Line by line, reproduce the records exactly.
--- EXTRACTED DATA ---
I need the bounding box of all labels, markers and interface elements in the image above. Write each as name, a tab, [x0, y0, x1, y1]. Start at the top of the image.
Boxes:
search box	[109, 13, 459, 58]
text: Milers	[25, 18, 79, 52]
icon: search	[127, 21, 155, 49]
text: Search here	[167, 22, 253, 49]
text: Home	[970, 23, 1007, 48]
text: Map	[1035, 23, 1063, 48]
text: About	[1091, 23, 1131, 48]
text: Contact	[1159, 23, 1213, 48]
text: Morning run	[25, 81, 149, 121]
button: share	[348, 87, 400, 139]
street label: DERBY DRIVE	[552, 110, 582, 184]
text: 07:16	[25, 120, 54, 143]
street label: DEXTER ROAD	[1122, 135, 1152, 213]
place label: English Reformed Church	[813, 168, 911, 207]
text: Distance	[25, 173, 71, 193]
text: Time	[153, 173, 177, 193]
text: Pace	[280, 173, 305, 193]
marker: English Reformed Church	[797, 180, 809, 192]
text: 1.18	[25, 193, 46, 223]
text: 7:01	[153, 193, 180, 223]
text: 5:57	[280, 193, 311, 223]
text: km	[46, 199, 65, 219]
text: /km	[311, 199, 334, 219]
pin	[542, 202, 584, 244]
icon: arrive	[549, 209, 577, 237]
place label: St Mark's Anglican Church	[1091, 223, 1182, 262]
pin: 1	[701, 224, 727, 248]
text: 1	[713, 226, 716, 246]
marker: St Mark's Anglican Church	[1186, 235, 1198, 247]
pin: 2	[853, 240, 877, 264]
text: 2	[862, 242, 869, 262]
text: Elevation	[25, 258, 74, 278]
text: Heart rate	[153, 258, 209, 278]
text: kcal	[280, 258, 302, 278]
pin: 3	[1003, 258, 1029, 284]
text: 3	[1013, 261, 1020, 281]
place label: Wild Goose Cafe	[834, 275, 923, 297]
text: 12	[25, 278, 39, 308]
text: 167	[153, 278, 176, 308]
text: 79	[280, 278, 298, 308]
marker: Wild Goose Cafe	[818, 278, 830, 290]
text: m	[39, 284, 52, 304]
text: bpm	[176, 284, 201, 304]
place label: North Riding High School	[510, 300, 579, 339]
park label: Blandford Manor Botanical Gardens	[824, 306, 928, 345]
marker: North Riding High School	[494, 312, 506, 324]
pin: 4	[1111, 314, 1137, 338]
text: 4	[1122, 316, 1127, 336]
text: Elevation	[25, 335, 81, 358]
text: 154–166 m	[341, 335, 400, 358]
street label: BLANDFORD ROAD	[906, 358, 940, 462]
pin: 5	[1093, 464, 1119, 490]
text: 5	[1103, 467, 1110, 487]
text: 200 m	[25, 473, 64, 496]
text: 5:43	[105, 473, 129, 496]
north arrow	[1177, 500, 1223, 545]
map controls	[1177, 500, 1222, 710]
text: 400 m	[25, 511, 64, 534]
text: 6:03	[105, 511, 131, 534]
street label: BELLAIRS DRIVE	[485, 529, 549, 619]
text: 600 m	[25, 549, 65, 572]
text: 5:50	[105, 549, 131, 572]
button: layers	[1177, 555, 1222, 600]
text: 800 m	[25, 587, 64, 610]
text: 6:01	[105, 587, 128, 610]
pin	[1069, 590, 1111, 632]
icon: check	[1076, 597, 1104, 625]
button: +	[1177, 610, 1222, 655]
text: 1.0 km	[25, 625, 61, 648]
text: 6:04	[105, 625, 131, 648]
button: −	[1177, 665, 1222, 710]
---
## RESPONSE TO THIS EXERCISE
I need the bounding box of all labels, markers and interface elements in the image above. Write each as name, a tab, [x0, y0, x1, y1]. Start at the top of the image.
Boxes:
search box	[109, 13, 459, 58]
text: Milers	[25, 18, 79, 52]
icon: search	[127, 21, 155, 49]
text: Search here	[167, 22, 253, 49]
text: Home	[970, 23, 1007, 48]
text: Map	[1035, 23, 1063, 48]
text: About	[1091, 23, 1131, 48]
text: Contact	[1159, 23, 1213, 48]
text: Morning run	[25, 81, 149, 121]
button: share	[348, 87, 400, 139]
street label: DERBY DRIVE	[552, 110, 582, 184]
text: 07:16	[25, 120, 54, 143]
street label: DEXTER ROAD	[1122, 135, 1152, 213]
place label: English Reformed Church	[813, 168, 911, 207]
text: Distance	[25, 173, 71, 193]
text: Time	[153, 173, 177, 193]
text: Pace	[280, 173, 305, 193]
marker: English Reformed Church	[797, 180, 809, 192]
text: 1.18	[25, 193, 46, 223]
text: 7:01	[153, 193, 180, 223]
text: 5:57	[280, 193, 311, 223]
text: km	[46, 199, 65, 219]
text: /km	[311, 199, 334, 219]
pin	[542, 202, 584, 244]
icon: arrive	[549, 209, 577, 237]
place label: St Mark's Anglican Church	[1091, 223, 1182, 262]
pin: 1	[701, 224, 727, 248]
text: 1	[713, 226, 716, 246]
marker: St Mark's Anglican Church	[1186, 235, 1198, 247]
pin: 2	[853, 240, 877, 264]
text: 2	[862, 242, 869, 262]
text: Elevation	[25, 258, 74, 278]
text: Heart rate	[153, 258, 209, 278]
text: kcal	[280, 258, 302, 278]
pin: 3	[1003, 258, 1029, 284]
text: 3	[1013, 261, 1020, 281]
place label: Wild Goose Cafe	[834, 275, 923, 297]
text: 12	[25, 278, 39, 308]
text: 167	[153, 278, 176, 308]
text: 79	[280, 278, 298, 308]
marker: Wild Goose Cafe	[818, 278, 830, 290]
text: m	[39, 284, 52, 304]
text: bpm	[176, 284, 201, 304]
place label: North Riding High School	[510, 300, 579, 339]
park label: Blandford Manor Botanical Gardens	[824, 306, 928, 345]
marker: North Riding High School	[494, 312, 506, 324]
pin: 4	[1111, 314, 1137, 338]
text: 4	[1122, 316, 1127, 336]
text: Elevation	[25, 335, 81, 358]
text: 154–166 m	[341, 335, 400, 358]
street label: BLANDFORD ROAD	[906, 358, 940, 462]
pin: 5	[1093, 464, 1119, 490]
text: 5	[1103, 467, 1110, 487]
text: 200 m	[25, 473, 64, 496]
text: 5:43	[105, 473, 129, 496]
north arrow	[1177, 500, 1223, 545]
map controls	[1177, 500, 1222, 710]
text: 400 m	[25, 511, 64, 534]
text: 6:03	[105, 511, 131, 534]
street label: BELLAIRS DRIVE	[485, 529, 549, 619]
text: 600 m	[25, 549, 65, 572]
text: 5:50	[105, 549, 131, 572]
button: layers	[1177, 555, 1222, 600]
text: 800 m	[25, 587, 64, 610]
text: 6:01	[105, 587, 128, 610]
pin	[1069, 590, 1111, 632]
icon: check	[1076, 597, 1104, 625]
button: +	[1177, 610, 1222, 655]
text: 1.0 km	[25, 625, 61, 648]
text: 6:04	[105, 625, 131, 648]
button: −	[1177, 665, 1222, 710]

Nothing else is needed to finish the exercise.